Two regimes, explained simply
Hong Kong does not have a single "income tax." Instead, different types of income are charged under different headings:
- Salaries Tax applies to income from an office or employment. It is charged at progressive rates of 2% to 17%, with the total capped at the standard rate (15% on the first HK$5 million of net income and 16% above). Personal allowances—such as the basic allowance—reduce what you pay.
- Profits Tax applies to profits from a trade, profession or business carried on in Hong Kong. For unincorporated businesses (sole proprietorships and partnerships, which is how most freelancers operate), the two-tiered rates are 7.5% on the first HK$2 million of assessable profits and 15% on the remainder.
So your salary is taxed as salary, and your freelance profit—your freelance income minus allowable business expenses—is taxed as business profit.
Is your side hustle actually a "business"?

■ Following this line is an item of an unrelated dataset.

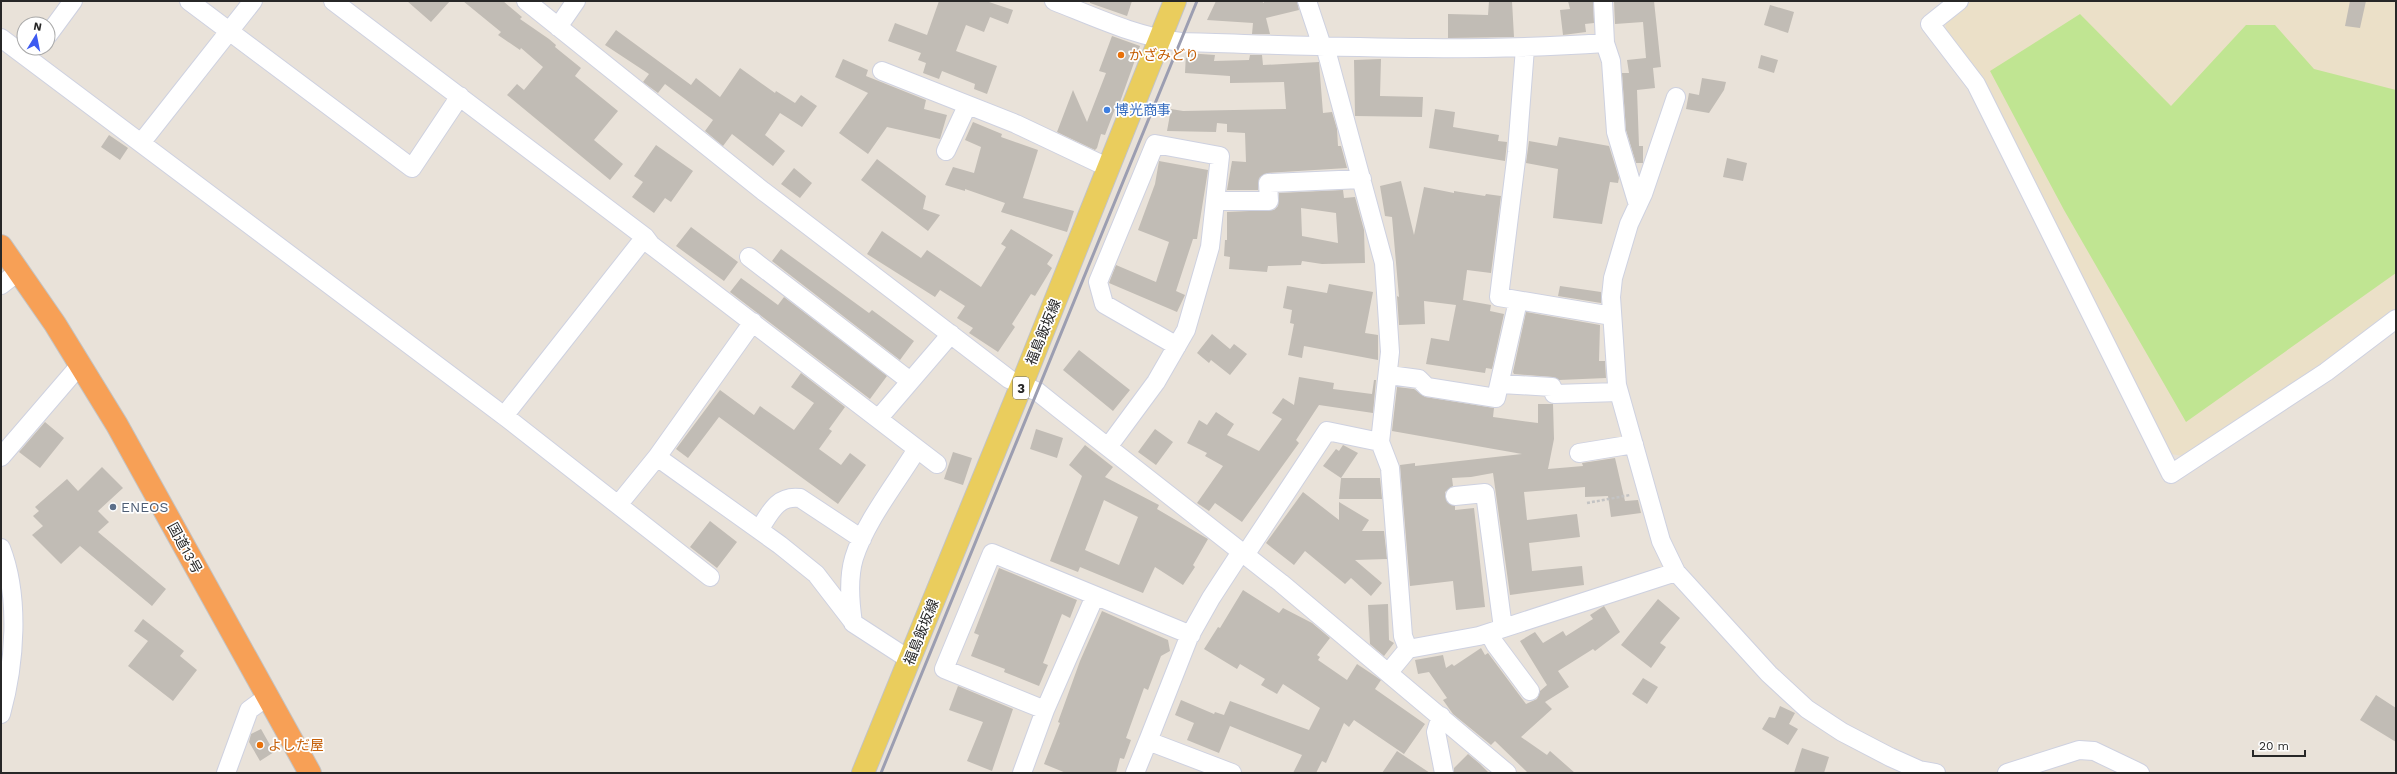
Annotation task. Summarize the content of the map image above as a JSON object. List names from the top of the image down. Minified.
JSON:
{"streets":{"highway":["国道13号"],"main road":["福島飯坂線","3"]},"places":["かざみどり","博光商事","ENEOS","よしだ屋"],"scale_bar":"20 m","north":"top"}
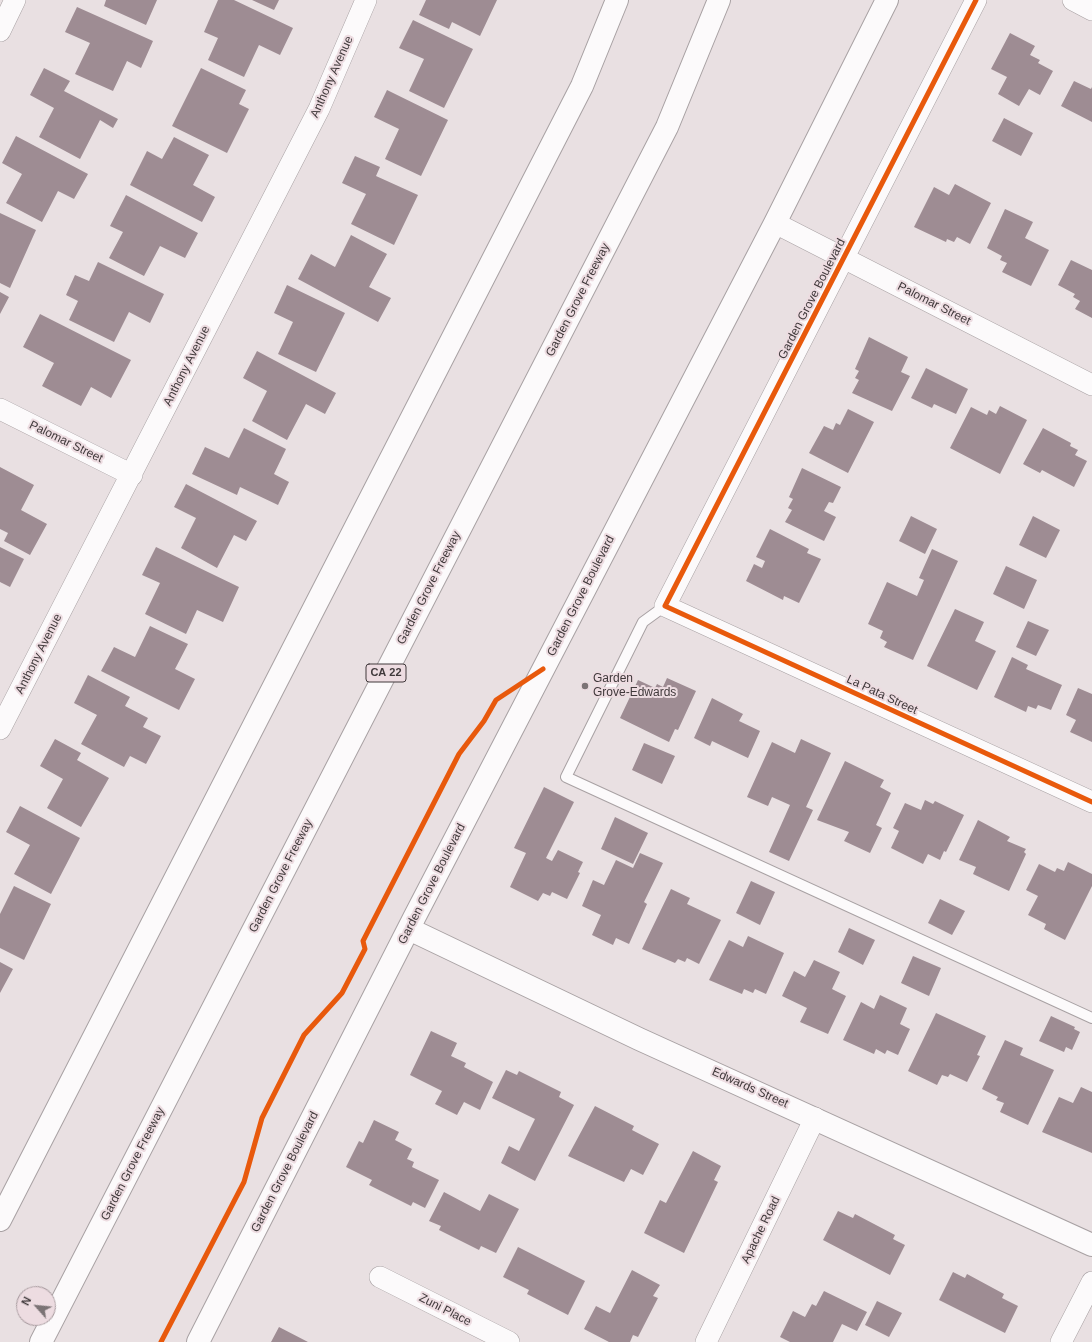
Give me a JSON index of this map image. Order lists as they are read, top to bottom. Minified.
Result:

A one-off favour for a friend is not a business; regular freelance work for clients almost certainly is. The IRD looks at the substance of the activity—whether you are carrying on a trade or profession with a view to profit. If you invoice clients, advertise your services, or do the work repeatedly and systematically, treat it as a business for tax purposes.
That distinction matters because carrying on a business in Hong Kong generally triggers a business registration obligation. Under the Business Registration Ordinance, you are normally required to register your business with the IRD within one month of starting, obtain a Business Registration Certificate, and renew it. Many side-hustlers overlook this step.
One return, two parts: how to file
If you are an individual with both a salary and a sole-proprietorship side business, you usually report everything on the Tax Return – Individuals (BIR60):
- Employment income goes in the salaries section, matching the figures from your employer.
- Sole-proprietorship results—your gross freelance income, business expenses and net profit—go in the profits/sole-proprietor section.
Keep the two streams clearly separated in your own records. If your freelance work is run through a partnership or a limited company, a separate Profits Tax Return may be required instead; check which return the IRD issues to you.
What you can deduct against freelance profit
Here is the real advantage of the Profits Tax side: you are taxed on profit, not turnover, so legitimate business expenses reduce your taxable amount. Commonly deductible costs for a freelancer include:
- Software subscriptions, professional tools and equipment
- A reasonable, apportioned share of home-office costs where you work from home
- Professional fees, training directly related to your trade, and relevant insurance
- Business travel, client-meeting costs and marketing
- Depreciation allowances on bigger equipment purchases
Personal allowances like the basic allowance (HK$132,000 for 2025/26, with the government having proposed an increase to HK$145,000 for 2026/27) sit on the Salaries Tax / Personal Assessment side—they are not the same thing as business expense deductions. Keep the two ideas distinct.
Personal Assessment: can it lower your bill?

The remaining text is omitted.